A oltre 30 anni di distanza dall’approvazione della Legge Pinto, oggi i giudici tendono a riconoscere il diritto al risarcimento al solo condominio e non ai singoli abitanti del palazzo.
La legge n. 89 del 2001, meglio conosciuta come “Legge Pinto” (dal nome del suo estensore Michele Pinto), consente di chiedere allo Stato una equa riparazione dei danni patrimoniali e non patrimoniali subiti dalle parti a causa della irragionevole durata del processo.
Trattasi di un’obbligazione ex lege di natura indennitaria introdotta al fine di sanzionare la ben nota problematica dell’eccessiva lunghezza dei tempi della giustizia italiana.
Tale normativa e, in particolare, la Legge Pinto si pone in attuazione dell’art. 6 CEDU e dell’art. 111 della Costituzione che sancisce la “ragionevole durata del processo”.
E’ la legge suddetta che sancisce la durata “ragionevole” del processo superata la quale la parte può chiedere il ristoro allo Stato con una procedura ad hoc.
La questione suddetta ha interessato gli addetti ai lavori per quanto concerne la risarcibilità del danno non patrimoniale delle persone giuridiche e, nello specifico, nei confronti del Condominio.
Premesso che in merito alla natura giuridica del Condominio ferventi appaiono oggi i dibattiti in dottrina e giurisprudenza sulla sua qualificazione giuridica, ragion per cui la questione viene trattata in questa sede parlando di soggetti collettivi in generale, si osserva che la giurisprudenza in passato non ammetteva la risarcibilità del danno non patrimoniale nei confronti di un soggetto collettivo in considerazione del fatto che il richiedente deve fornire rigorosa prova del danno il quale deve incidere sull’esistenza, sulla reputazione e sull’identità dell’ente (cfr. Cassazione, sentenza n. 12119/2004).
Solo con la sentenza n. 7145/2006 la Suprema Corte ha chiarito che “in tema di equa riparazione per irragionevole durata del processo … anche per le persone giuridiche (e, più in generale, per i soggetti collettivi) il danno non patrimoniale … è … conseguenza normale, ancorché non automatica e necessaria della violazione del diritto alla ragionevole durata del processo … a causa dei disagi e dei turbamenti di carattere psicologico che la lesione di tale diritto solitamente provoca alle persone preposte alla gestione dell’ente o ai suoi membri…”.
Tale sentenza risulta di particolare pregio perché riconosce la risarcibilità del danno non patrimoniale che potrebbe definirsi “indiretta”, in quanto non di vera e propria sofferenza dell’ente immateriale può parlarsi, quanto di un patema d’animo sofferto da colui che l’ente rappresenta o amministra.
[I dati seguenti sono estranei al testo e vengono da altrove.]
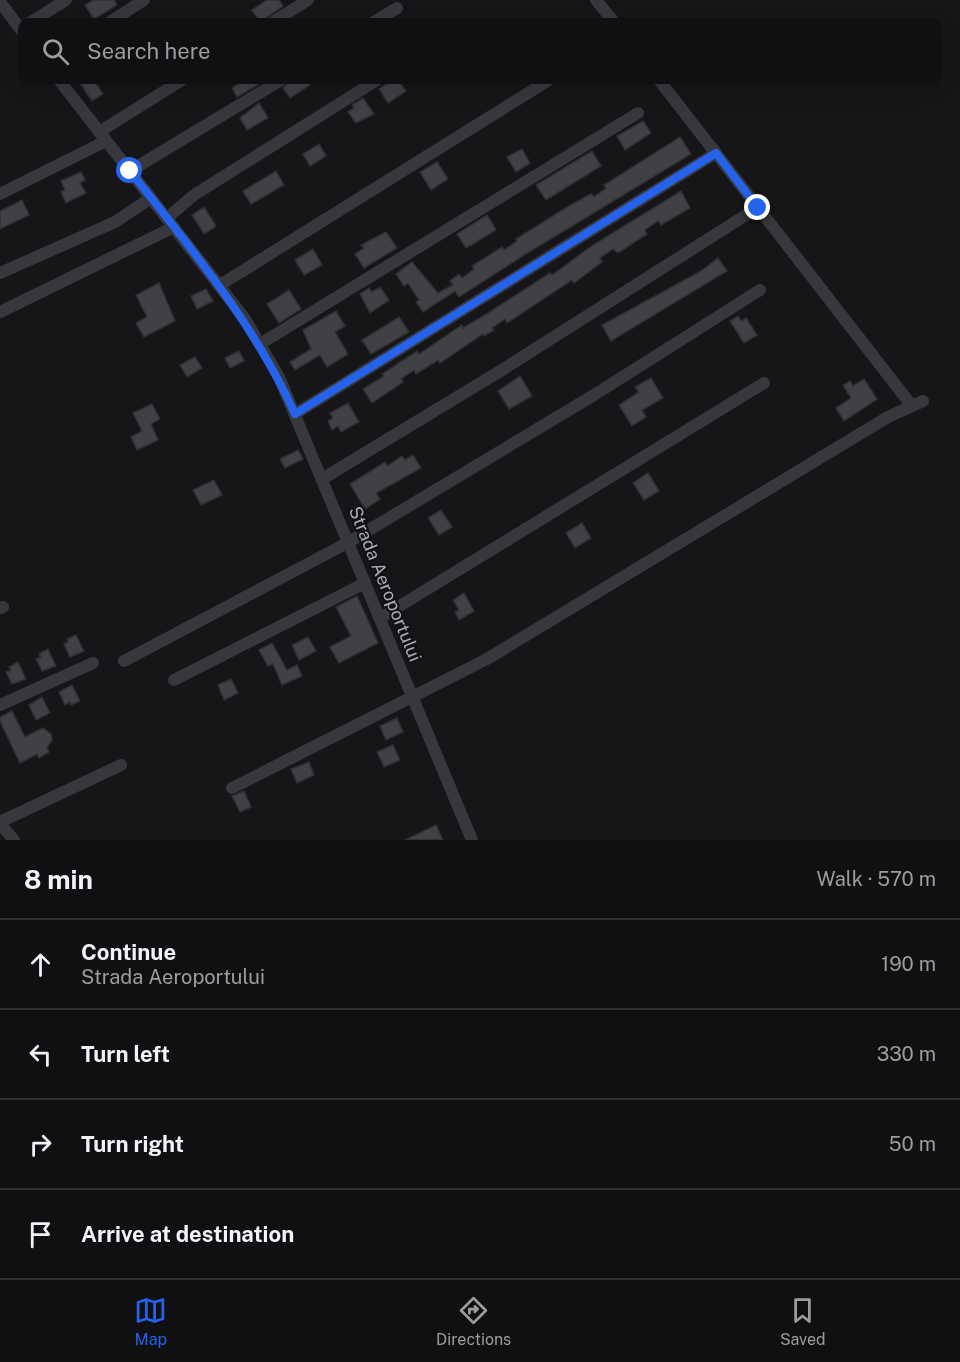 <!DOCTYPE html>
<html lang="en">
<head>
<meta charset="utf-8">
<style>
  body { margin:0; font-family:"Public Sans",sans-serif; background:#19191b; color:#f1f3f6 }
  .stop { position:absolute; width:18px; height:18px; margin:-14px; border:4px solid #2563eb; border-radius:50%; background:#fff }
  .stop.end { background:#2563eb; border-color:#fff; box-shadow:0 2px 6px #0008 }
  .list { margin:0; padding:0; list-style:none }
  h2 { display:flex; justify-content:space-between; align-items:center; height:78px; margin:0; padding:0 24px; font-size:26px }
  h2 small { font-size:20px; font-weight:400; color:#9c9d9f }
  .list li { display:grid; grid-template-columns:39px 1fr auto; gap:18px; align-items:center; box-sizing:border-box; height:90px; padding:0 24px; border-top:2px solid #303032 }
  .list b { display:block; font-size:22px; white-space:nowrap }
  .list p { margin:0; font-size:20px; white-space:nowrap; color:#9c9d9f }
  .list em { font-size:20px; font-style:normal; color:#9c9d9f }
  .icon { flex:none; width:33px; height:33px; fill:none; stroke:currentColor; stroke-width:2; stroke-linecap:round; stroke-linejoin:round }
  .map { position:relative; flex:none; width:960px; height:840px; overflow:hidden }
  .search { position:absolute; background:#101012; box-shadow:0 6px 24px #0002; left:18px; right:18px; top:18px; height:66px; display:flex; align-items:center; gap:15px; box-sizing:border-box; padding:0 21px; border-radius:12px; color:#9c9d9f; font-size:22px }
  .sheet { height:438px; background:#101012 }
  nav { display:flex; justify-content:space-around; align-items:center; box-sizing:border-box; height:84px; border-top:2px solid #303032; background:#101012; font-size:16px; color:#9c9d9f }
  nav a { display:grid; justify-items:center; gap:3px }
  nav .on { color:#2563eb }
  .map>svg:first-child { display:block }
  .building { fill:#404145; stroke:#303034; stroke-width:1.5 }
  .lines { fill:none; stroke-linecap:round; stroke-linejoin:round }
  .minor { stroke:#37383d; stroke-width:12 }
  .route { stroke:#2563eb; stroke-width:8 }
  .labels { text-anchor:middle; stroke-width:4.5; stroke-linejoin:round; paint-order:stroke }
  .street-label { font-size:18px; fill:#a8adb8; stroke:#111113 }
</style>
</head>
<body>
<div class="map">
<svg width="960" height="840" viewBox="0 0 960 840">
  <rect width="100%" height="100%" fill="#161618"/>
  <g class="building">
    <path d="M94,0H114L117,5L94,19L85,5Z"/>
    <path d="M267,0H279L283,6L260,22L252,10Z"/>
    <path d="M78,80H94L103,94L92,101Z"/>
    <path d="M245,80L262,82L237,97L232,88Z"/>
    <path d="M290,80H306L310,85L290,98L283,88Z"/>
    <path d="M392,80H398L406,91L388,103L379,89Z"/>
    <path d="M363,98L374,114L356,123L348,112L354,108L352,105Z"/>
    <path d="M259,103L268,118L247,130L240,118Z"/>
    <path d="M643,121L651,133L625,150L617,136Z"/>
    <path d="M680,137L691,154L524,255L459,297L455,291L423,312L416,302L419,300L408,283L404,286L396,274L412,262L438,293L453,285L450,281L459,274L462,278L474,269L472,266L502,247L504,250L517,241L516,239L569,206L591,194L594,197L606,188L604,185Z"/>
    <path d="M319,144L326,156L310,166L303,154Z"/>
    <path d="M522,149L530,163L516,172L507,157Z"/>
    <path d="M592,151L601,166L546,200L536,185Z"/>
    <path d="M437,162L448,179L431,190L420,172Z"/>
    <path d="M276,171L284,185L251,204L243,191Z"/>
    <path d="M81,172L85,180L80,183L86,193L66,203L61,192L65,190L61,181Z"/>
    <path d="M681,191L690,208L661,225L658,221L645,230L647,234L618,253L613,249L600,258L602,262L574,283L572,280L507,323L505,319L492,328L494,330L484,336L483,334L440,363L438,360L416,374L414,370L401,379L403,382L372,403L363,389L384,376L382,374L417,351L419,354L462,325L463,328L485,315L550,273L552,275L593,245Z"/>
    <path d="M22,200L29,215L0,229V211Z"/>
    <path d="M204,207L216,226L204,234L192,215Z"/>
    <path d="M487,215L496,230L466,248L457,234Z"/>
    <path d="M386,232L397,248L364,268L355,254L364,248L361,245Z"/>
    <path d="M313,249L322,265L304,275L295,260Z"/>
    <path d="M718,258L727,271L611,341L602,325L701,271Z"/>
    <path d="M159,283L175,321L144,337L136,323L147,317L136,295Z"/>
    <path d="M380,287L389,300L370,313L360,294L369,288L372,292Z"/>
    <path d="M206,289L213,301L197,309L191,296Z"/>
    <path d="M289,290L301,309L279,323L267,304Z"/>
    <path d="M336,311L345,326L335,332L348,354L327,367L320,355L295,370L290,362L311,349L303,330Z"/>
    <path d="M738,316L741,321L746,318L757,335L744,343L730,321Z"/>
    <path d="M399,317L409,332L371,354L362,340Z"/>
    <path d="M239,351L244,361L230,368L225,358Z"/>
    <path d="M195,357L202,368L187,377L180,365Z"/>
    <path d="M520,376L532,396L509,409L498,391Z"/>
    <path d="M651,378L663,398L642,410L646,417L632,426L619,405L639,392L635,387Z"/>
    <path d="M864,379L877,399L844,421L836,408L851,398L843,385L850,381L853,386Z"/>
    <path d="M348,403L359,422L341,432L338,426L332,430L328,421L333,418L330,413Z"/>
    <path d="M152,404L160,419L151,424L158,440L137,450L131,437L142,431L133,413Z"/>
    <path d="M298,450L303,459L285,468L280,459Z"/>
    <path d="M413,455L421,468L376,493L380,499L365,509L350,484L385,462L387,466L402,456L405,460Z"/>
    <path d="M648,473L659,491L644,500L633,483Z"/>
    <path d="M214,480L222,495L201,505L193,490Z"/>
    <path d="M441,510L452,527L439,535L428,518Z"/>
    <path d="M582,523L591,538L575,548L566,533Z"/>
    <path d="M464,593L474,611L459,620L455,612L459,610L453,600Z"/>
    <path d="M357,596L378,643L339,663L330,647L351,636L336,607Z"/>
    <path d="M76,635L84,651L70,657L64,644L68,642L67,639Z"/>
    <path d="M308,637L316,651L299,660L292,645Z"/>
    <path d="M272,643L287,670L297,665L302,676L282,685L273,664L268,666L259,650Z"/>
    <path d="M48,649L56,666L42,671L36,659L41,657L39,654Z"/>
    <path d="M18,662L26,679L12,684L6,672L11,670L9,667Z"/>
    <path d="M231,679L238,693L224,700L218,685Z"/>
    <path d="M72,685L80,701L71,705L70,702L65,705L59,692Z"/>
    <path d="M42,697L50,713L36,720L29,705Z"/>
    <path d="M12,711L25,737L43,728L51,734L52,740L47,747L49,752L39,758L37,754L20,763L0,721V717Z"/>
    <path d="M397,718L403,732L386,740L380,726Z"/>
    <path d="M393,745L400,760L384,767L377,752Z"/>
    <path d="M309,762L314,775L297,783L291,769Z"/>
    <path d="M244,791L251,807L240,812L232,796Z"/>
    <path d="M436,825L443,840H405Z"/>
  </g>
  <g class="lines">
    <g class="minor">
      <path d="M596,0L614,22"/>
      <path d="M0,2L22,31"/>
      <path d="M31,22L66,0"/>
      <path d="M110,22L144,0"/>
      <path d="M273,22L308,0"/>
      <path d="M374,22L397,8"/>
      <path d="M59,80L245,319L279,377L472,840"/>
      <path d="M659,80L912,406"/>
      <path d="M99,132L182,80"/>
      <path d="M130,171L281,80"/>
      <path d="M0,194L106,141"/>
      <path d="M167,218L194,195L377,80"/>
      <path d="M0,273L115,222L151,198"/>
      <path d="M220,285L549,80"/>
      <path d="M0,312L174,227"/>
      <path d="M260,344L638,113"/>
      <path d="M295,414L716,153"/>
      <path d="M322,479L502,370L757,208"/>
      <path d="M0,608L3,607"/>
      <path d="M380,618L764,383"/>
      <path d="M124,661L349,542L594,395L760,290"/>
      <path d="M174,680L365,583"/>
      <path d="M0,705L93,663"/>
      <path d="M232,788L487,659L888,417L923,401"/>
      <path d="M0,822L121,765"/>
      <path d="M0,824L14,840"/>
    </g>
  </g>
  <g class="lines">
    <path class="route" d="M130,171C191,249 254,323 295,414L716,153L758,208"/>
  </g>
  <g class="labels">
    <g class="street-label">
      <text transform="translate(385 584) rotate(68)" y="6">Strada Aeroportului</text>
    </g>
  </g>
</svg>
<div class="stop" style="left:130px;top:171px"></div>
<div class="stop end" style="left:758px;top:208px"></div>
<div class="search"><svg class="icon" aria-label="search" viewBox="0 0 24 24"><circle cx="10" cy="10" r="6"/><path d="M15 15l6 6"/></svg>Search here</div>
</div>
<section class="sheet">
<h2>8 min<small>Walk · 570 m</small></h2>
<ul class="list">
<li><svg class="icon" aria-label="ahead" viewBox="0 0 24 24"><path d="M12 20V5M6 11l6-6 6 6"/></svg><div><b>Continue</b><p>Strada Aeroportului</p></div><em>190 m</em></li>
<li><svg class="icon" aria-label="left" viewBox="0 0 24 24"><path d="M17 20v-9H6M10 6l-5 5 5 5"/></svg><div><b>Turn left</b></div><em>330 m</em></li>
<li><svg class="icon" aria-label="right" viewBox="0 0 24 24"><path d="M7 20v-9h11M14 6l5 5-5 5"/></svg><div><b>Turn right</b></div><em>50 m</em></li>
<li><svg class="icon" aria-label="arrive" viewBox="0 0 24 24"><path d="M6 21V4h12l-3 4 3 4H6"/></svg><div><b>Arrive at destination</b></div></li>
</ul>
</section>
<nav>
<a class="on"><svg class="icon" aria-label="map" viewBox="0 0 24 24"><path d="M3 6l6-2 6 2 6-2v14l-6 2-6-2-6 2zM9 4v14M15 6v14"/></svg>Map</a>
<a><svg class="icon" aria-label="directions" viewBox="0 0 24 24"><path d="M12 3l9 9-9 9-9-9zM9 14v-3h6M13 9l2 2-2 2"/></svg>Directions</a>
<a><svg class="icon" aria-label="saved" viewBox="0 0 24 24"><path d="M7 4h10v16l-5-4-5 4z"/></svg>Saved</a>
</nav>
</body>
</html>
Ciò chiarito, bisogna affrontare un’altra questione oggetto di un fervente dibattito, ossia la legittimazione attiva dei singoli condomini a richiedere il risarcimento da irragionevole durata del processo, allorquando nel giudizio la parte processuale sia stata il Condominio.
Sul punto, si segnala che in diverse circostanze i singoli condomini hanno attivato la procedura risarcitoria anzidetta motivando la propria legittimazione attiva sulla connessione del diritto dal quale scaturiva la pretesa indennitaria.
La Cassazione, però, è più volte intervenuta negando la legittimazione attiva del singolo.
E’ stato chiarito che “in caso di violazione del termine ragionevole del processo, qualora il giudizio sia stato promosso dal condominio, sebbene a tutela di diritti connessi alla partecipazione di singoli condomini, ma senza che costoro siano stati parte in causa, la legittimazione ad agire per l’equa riparazione spetta esclusivamente al condominio, quale autonomo soggetto giuridico, in persona dell’amministratore, autorizzato dall’assemblea dei condomini.” ( cfr. Cass. sent. n. 5426/16)
Pertanto, seguendo quello ad oggi appare l’orientamento prevalente, si deve concludere che nel caso in cui il Condominio sia stato parte di un processo, la successiva richiesta indennitaria spetta esclusivamente al Condominio in persona del suo Amministratore e non al singolo condomino.